“The Buried Giant” by Kazuo Ishiguro. So much buzz! So much fake controversy! I found this book really slow – too much dialog. At the same time, that dialog expressed character really well. Sir Gawain was really funny. We have a game we play at my house: the “Are you calling me fat?” game. It’s where everything you say can be turned into a comment about my weight. I think it’s enormously fun, Ed maybe not so much (the boy seems to like it too, often chiming in with “Did you just call her fat?” before I even have a chance). Anyway, Gawain plays this game too, but not about fat: more about mass murder. “There are a lot of bones here,” one character says, and Gawain says, “I didn’t kill all those people!” at great length. I’m paraphrasing. Also, there’s a warrior who’s got his arm basically strapped to his side, and Gawain detects a certain weakness there. Awesome! Also, I thought the title must refer to the dragon, but what it does refer to was quite awesome when it resolved.
“Palais
Royale” by Ian Fleming. Due to a quirk of Canadian copyright law, James Bond (book
version, not movie version) enters public domain this fall in Canada and I
think a couple of other countries like New Zealand and Japan, so a couple of
Toronto authors have put together an anthology of new, unauthorized James Bond
stories http://madelineashby.com/?p=1827.
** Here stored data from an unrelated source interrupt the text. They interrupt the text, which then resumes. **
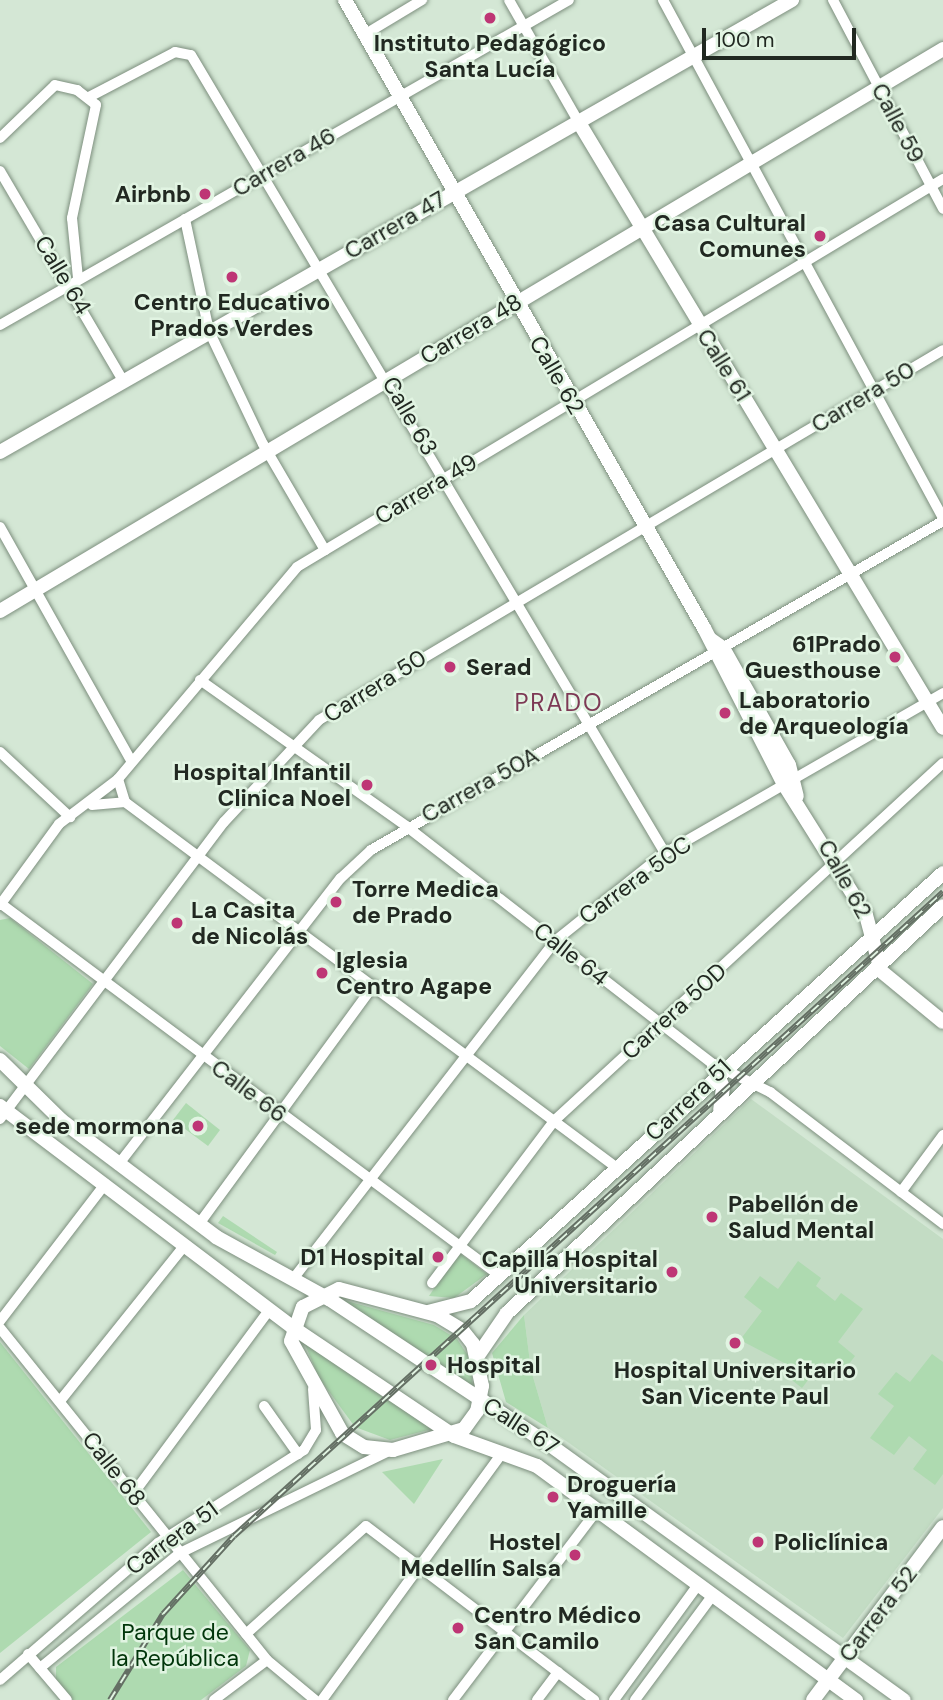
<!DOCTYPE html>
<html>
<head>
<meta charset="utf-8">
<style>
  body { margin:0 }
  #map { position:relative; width:943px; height:1700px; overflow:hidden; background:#d4e7d5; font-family:"DM Sans",sans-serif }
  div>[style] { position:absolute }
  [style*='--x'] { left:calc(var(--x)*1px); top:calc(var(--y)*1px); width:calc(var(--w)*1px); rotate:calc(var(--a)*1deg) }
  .built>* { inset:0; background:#c3dcc4 }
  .green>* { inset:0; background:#aedab0 }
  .roads { filter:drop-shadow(0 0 2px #7d8f7e) drop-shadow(0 0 2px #7d8f7e) }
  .minor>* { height:10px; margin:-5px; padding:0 5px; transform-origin:5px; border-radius:5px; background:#fff }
  .major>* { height:14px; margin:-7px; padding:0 7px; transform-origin:7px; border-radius:7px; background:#fff }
  .rail>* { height:6px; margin-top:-3px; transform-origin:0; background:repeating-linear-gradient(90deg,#e1f4e2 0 10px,#646f64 0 20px); box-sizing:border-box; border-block:2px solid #646f64 }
  .dots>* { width:19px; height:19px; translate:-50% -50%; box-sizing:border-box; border:4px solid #e1f4e2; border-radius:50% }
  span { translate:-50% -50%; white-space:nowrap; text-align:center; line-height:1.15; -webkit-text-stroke:5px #e1f4e2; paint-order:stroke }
  .poi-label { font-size:23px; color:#212821; font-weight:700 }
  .right { translate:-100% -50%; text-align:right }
  .left { translate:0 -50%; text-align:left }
  .street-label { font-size:23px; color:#212821 }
  .park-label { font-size:23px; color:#00350a }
  .neighbourhood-label { font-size:24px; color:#7d3955; letter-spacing:2px }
  .scale { position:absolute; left:702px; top:28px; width:154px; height:32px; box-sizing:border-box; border:4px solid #212821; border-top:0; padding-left:9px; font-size:21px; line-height:24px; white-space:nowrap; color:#212821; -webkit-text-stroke:5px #e1f4e2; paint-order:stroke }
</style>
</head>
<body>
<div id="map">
  <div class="built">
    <div style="clip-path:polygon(751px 1099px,943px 1239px,943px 1508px,843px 1638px,548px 1428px,531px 1370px,524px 1315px)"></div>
  </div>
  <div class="green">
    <div style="clip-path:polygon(10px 918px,93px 984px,29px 1069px,0 1046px,0 920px)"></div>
    <div style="clip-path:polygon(186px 1103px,220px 1130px,208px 1146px,173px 1120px)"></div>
    <div style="clip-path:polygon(223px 1216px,277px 1252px,275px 1255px,218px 1223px)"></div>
    <div style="clip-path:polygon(458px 1252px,487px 1274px,454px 1298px,429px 1296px)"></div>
    <div style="clip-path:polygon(798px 1261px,821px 1278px,816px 1286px,835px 1301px,841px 1293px,863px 1309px,838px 1342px,855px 1356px,840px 1376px,822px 1362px,802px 1388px,784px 1374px,790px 1366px,740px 1340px,762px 1311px,744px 1297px,760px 1276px,778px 1289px)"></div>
    <div style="clip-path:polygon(343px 1300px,434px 1325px,457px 1339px,469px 1357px,473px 1388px)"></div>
    <div style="clip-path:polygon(524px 1315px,531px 1370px,548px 1428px,506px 1402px,492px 1353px)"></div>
    <div style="clip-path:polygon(0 1342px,151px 1532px,0 1653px)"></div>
    <div style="clip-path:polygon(304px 1342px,432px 1429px,390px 1440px,355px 1427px,319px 1378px)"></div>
    <div style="clip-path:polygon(932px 1354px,943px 1362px,943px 1474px,935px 1485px,913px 1469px,927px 1450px,909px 1436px,894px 1455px,870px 1438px,894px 1406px,878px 1394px,896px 1372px,910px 1382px)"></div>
    <div style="clip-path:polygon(443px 1459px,414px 1504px,382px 1472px)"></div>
    <div style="clip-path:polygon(183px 1570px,250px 1650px,246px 1666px,201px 1700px,73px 1700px,56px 1679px,56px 1667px)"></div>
  </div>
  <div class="roads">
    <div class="minor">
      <div style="--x:509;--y:0;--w:139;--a:60.3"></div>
      <div style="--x:663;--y:0;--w:589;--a:61.61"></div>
      <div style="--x:833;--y:0;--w:236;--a:62.2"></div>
      <div style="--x:364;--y:35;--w:68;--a:-31.1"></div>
      <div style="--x:89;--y:97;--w:97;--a:-27.6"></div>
      <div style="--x:175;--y:52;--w:16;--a:11"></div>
      <div style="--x:191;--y:55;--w:928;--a:59.29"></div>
      <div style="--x:0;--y:138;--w:76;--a:-43.9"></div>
      <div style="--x:55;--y:85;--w:23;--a:13"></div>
      <div style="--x:77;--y:90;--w:24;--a:38"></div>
      <div style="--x:96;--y:105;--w:116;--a:102"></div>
      <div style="--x:72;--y:218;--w:60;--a:84.3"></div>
      <div style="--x:0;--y:171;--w:243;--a:59.6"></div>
      <div style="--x:185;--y:219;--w:115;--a:77.9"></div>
      <div style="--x:209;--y:331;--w:125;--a:64.5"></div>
      <div style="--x:263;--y:444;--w:123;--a:59.7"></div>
      <div style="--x:0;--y:325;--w:655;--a:-29.73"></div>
      <div style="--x:0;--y:527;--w:267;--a:60.7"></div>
      <div style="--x:200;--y:680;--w:252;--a:35.3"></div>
      <div style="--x:406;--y:826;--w:388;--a:37.8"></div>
      <div style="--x:713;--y:1064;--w:64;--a:26.2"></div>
      <div style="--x:770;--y:1092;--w:218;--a:37.3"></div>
      <div style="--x:0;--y:752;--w:96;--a:42.9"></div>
      <div style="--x:118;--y:779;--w:24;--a:73"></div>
      <div style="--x:125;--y:802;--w:612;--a:36.63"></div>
      <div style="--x:92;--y:805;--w:33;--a:-5"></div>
      <div style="--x:0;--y:903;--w:624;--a:36.72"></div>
      <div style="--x:0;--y:905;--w:100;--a:-53.9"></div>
      <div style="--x:59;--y:824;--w:74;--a:-37.3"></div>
      <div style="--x:118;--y:779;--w:277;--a:-49.8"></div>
      <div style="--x:297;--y:567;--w:754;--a:-30.99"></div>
      <div style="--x:0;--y:1119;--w:372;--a:-53"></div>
      <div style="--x:224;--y:822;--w:139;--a:-47"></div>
      <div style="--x:319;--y:720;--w:725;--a:-30.67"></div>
      <div style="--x:118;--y:1165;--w:363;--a:-52.2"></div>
      <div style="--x:341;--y:878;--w:41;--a:-43"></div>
      <div style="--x:371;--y:850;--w:660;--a:-29.91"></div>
      <div style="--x:901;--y:1192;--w:71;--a:-53.6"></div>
      <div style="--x:199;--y:1224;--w:296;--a:-53.8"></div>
      <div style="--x:293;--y:1279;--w:428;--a:-52.2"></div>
      <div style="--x:555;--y:941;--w:141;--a:-38.7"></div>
      <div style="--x:665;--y:853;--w:321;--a:-29.9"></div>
      <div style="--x:432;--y:1283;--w:204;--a:-53"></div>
      <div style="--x:555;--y:1120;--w:527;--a:-42.62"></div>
      <div style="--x:0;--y:1321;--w:173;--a:-52.5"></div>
      <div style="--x:0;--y:1328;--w:426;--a:51.2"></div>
      <div style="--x:267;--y:1660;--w:62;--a:39.8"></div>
      <div style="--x:60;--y:1401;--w:200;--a:-51.3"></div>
      <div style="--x:264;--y:1406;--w:59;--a:54.7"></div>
      <div style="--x:133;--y:1494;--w:229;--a:-53.5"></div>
      <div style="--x:246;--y:1634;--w:161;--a:-42"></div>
      <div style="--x:366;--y:1526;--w:287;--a:37.3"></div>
      <div style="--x:28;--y:1654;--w:60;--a:49.7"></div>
      <div style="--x:40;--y:1668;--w:181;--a:-39.4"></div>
      <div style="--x:180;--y:1553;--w:233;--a:-26"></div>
      <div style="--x:0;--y:1680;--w:209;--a:-40.9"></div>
      <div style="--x:158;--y:1543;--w:173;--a:-32.5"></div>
      <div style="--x:304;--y:1450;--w:23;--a:-59"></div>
      <div style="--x:316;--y:1430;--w:41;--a:-94.2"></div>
      <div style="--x:214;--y:1700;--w:66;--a:-37"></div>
      <div style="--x:322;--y:1700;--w:307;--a:-53.9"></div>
      <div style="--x:453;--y:1700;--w:238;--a:-52.8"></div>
      <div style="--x:537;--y:1700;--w:35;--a:-53"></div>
      <div style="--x:614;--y:1700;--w:142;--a:-53.9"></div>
      <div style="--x:635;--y:1700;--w:131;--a:-53.4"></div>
    </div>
    <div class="major">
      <div style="--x:345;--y:0;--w:723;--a:60.25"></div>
      <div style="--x:704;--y:628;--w:178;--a:62.9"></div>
      <div style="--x:785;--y:786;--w:152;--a:57.9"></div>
      <div style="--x:866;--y:915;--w:58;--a:75"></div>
      <div style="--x:881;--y:971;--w:80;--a:39.4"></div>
      <div style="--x:578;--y:121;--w:708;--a:58.98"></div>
      <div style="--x:0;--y:452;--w:912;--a:-29.71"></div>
      <div style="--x:0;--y:611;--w:1098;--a:-30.79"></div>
      <div style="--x:710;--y:639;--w:16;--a:35"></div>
      <div style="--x:723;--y:648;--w:134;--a:60.6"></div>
      <div style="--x:789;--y:765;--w:32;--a:76"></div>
      <div style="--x:0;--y:1060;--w:86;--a:44.5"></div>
      <div style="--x:61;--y:1120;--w:194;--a:37"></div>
      <div style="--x:216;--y:1237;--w:129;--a:28.8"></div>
      <div style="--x:329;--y:1299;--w:265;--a:33.5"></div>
      <div style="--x:550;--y:1445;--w:436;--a:35.8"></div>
      <div style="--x:714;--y:1066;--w:23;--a:67"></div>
      <div style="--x:723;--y:1087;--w:23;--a:97"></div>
      <div style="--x:0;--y:1106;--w:366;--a:37.1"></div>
      <div style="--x:292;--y:1327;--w:195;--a:33.9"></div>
      <div style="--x:454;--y:1436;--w:88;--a:19.9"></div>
      <div style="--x:537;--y:1466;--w:396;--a:36.3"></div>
      <div style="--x:339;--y:1289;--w:101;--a:14.9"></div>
      <div style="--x:437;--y:1315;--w:29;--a:31"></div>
      <div style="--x:462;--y:1330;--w:18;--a:52"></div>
      <div style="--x:473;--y:1344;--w:43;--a:77.9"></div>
      <div style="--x:482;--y:1386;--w:25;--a:101"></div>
      <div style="--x:477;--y:1411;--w:22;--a:126"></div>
      <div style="--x:464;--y:1429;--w:74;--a:163.5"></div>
      <div style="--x:393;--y:1450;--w:29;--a:-174"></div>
      <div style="--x:364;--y:1447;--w:26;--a:-148"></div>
      <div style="--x:342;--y:1433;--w:105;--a:-119"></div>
      <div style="--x:291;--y:1341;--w:36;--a:-71"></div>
      <div style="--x:303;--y:1307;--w:40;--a:-26.6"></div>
      <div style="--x:428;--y:1312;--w:44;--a:-14.3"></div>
      <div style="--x:471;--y:1301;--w:637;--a:-42.2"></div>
      <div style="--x:477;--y:1357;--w:53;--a:-55.7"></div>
      <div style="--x:507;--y:1313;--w:596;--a:-43.03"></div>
      <div style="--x:813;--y:1700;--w:216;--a:-53.1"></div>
    </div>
  </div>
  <div class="rail">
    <div style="--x:110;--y:1700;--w:101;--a:-58.4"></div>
    <div style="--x:163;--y:1614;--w:105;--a:-47.7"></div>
    <div style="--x:234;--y:1536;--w:958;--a:-42.25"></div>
  </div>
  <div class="dots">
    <div style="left:490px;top:18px;background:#be3675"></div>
    <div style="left:205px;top:194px;background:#be3675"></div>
    <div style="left:820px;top:236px;background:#be3675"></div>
    <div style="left:232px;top:277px;background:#be3675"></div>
    <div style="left:895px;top:657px;background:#be3675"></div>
    <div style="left:450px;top:667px;background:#be3675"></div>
    <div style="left:725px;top:713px;background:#be3675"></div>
    <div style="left:367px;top:785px;background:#be3675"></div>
    <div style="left:336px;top:902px;background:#be3675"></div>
    <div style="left:177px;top:923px;background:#be3675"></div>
    <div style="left:322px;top:973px;background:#be3675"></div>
    <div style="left:198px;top:1126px;background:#be3675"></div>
    <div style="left:712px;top:1217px;background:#be3675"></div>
    <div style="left:438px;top:1257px;background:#be3675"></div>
    <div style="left:672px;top:1272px;background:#be3675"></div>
    <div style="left:735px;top:1343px;background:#be3675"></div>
    <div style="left:431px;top:1365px;background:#be3675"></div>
    <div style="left:553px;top:1497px;background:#be3675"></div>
    <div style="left:758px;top:1542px;background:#be3675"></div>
    <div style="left:575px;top:1555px;background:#be3675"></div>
    <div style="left:458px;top:1628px;background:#be3675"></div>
  </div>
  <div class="poi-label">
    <span style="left:490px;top:56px">Instituto Pedagógico<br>Santa Lucía</span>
    <span class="right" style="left:191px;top:194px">Airbnb</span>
    <span class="right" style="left:806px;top:236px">Casa Cultural<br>Comunes</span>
    <span style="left:232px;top:315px">Centro Educativo<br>Prados Verdes</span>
    <span class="right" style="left:881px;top:657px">61Prado<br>Guesthouse</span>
    <span class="left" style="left:466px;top:667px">Serad</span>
    <span class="left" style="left:739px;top:713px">Laboratorio<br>de Arqueología</span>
    <span class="right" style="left:351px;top:785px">Hospital Infantil<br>Clinica Noel</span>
    <span class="left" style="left:352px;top:902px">Torre Medica<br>de Prado</span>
    <span class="left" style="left:191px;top:923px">La Casita<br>de Nicolás</span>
    <span class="left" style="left:336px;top:973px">Iglesia<br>Centro Agape</span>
    <span class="right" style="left:184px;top:1126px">sede mormona</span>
    <span class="left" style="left:728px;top:1217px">Pabellón de<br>Salud Mental</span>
    <span class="right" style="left:424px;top:1257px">D1 Hospital</span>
    <span class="right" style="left:658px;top:1272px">Capilla Hospital<br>Universitario</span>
    <span class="left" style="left:447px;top:1365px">Hospital</span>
    <span style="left:735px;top:1383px">Hospital Universitario<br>San Vicente Paul</span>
    <span class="left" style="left:567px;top:1497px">Droguería<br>Yamille</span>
    <span class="right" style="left:561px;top:1555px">Hostel<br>Medellín Salsa</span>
    <span class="left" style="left:774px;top:1542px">Policlínica</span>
    <span class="left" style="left:474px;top:1628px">Centro Médico<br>San Camilo</span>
  </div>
  <div class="street-label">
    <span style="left:898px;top:123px;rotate:62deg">Calle 59</span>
    <span style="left:284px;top:162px;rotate:-30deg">Carrera 46</span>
    <span style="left:395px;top:225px;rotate:-30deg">Carrera 47</span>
    <span style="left:63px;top:275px;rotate:59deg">Calle 64</span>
    <span style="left:471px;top:329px;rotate:-31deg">Carrera 48</span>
    <span style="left:724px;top:365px;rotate:58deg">Calle 61</span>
    <span style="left:557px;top:375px;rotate:60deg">Calle 62</span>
    <span style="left:863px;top:397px;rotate:-31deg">Carrera 50</span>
    <span style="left:410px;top:416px;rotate:60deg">Calle 63</span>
    <span style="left:426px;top:489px;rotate:-31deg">Carrera 49</span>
    <span style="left:375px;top:686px;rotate:-32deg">Carrera 50</span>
    <span style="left:480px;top:785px;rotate:-29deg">Carrera 50A</span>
    <span style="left:845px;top:879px;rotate:61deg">Calle 62</span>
    <span style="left:635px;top:880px;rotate:-36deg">Carrera 50C</span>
    <span style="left:571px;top:954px;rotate:38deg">Calle 64</span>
    <span style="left:674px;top:1011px;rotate:-42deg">Carrera 50D</span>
    <span style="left:249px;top:1091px;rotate:37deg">Calle 66</span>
    <span style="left:688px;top:1100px;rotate:-43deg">Carrera 51</span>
    <span style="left:521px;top:1426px;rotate:33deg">Calle 67</span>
    <span style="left:114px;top:1469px;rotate:52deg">Calle 68</span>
    <span style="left:172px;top:1538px;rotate:-36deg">Carrera 51</span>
    <span style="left:878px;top:1614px;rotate:-53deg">Carrera 52</span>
  </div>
  <div class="park-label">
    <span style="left:175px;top:1645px">Parque de<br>la República</span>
  </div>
  <div class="neighbourhood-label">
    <span style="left:559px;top:703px">PRADO</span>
  </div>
  <div class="scale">100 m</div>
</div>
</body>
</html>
Due to the trans-pacific partnership, that copyright loophole will probably be
closed next year. I’m not a big fan of the way copyright law works right now
because death +70 years is an awful long time, and your descendents two
generations removed shouldn’t still be sucking in the cash from your Tarzan
invention or whatever. But apparently I’m on the wrong side of Disney so there
you go. Anyway, the whole thing made me interested in the written James Bond,
which I have no exposure to, as opposed to the movies, which I feel like I’ve
seen all of at least five times each.
This
book was ridiculously sexist, but it did move right along.
“Ancillary Justice” by Ann Leckie. I’d like to say read this because it won so many awards, but really, it’s because I was writing about Ancillary Data Streams at work and there was some kind of joke in there about book 4 of this series, and I needed to know what it was.
What with the sad puppies etc., I had a misconception about the gender thing going in. I’m not really sure what I expected, but it seemed to me AL was trying to present a society that didn’t express gender either physically or linguistically. If she used male pronouns throughout it was totally imperceptible. Using female pronouns made the whole thing clear.
The scenes where One Esk describes what she sees through multiple eyes were really beautiful. So was the Mercy at the end. I didn’t find Sievarden’s transformation from drug-addled wreck to reliable assistant particularly believable, but that is very possibly my problem not hers.
“The Scorpio Races” by Maggie Stiefvater. We all know by now, I’d read her grocery lists. I told the boy if he couldn’t think of something to give me for my birthday, this book would be good, and he cooperated. The title almost turned me off, though it is descriptive of the contents of the book, which was lovely.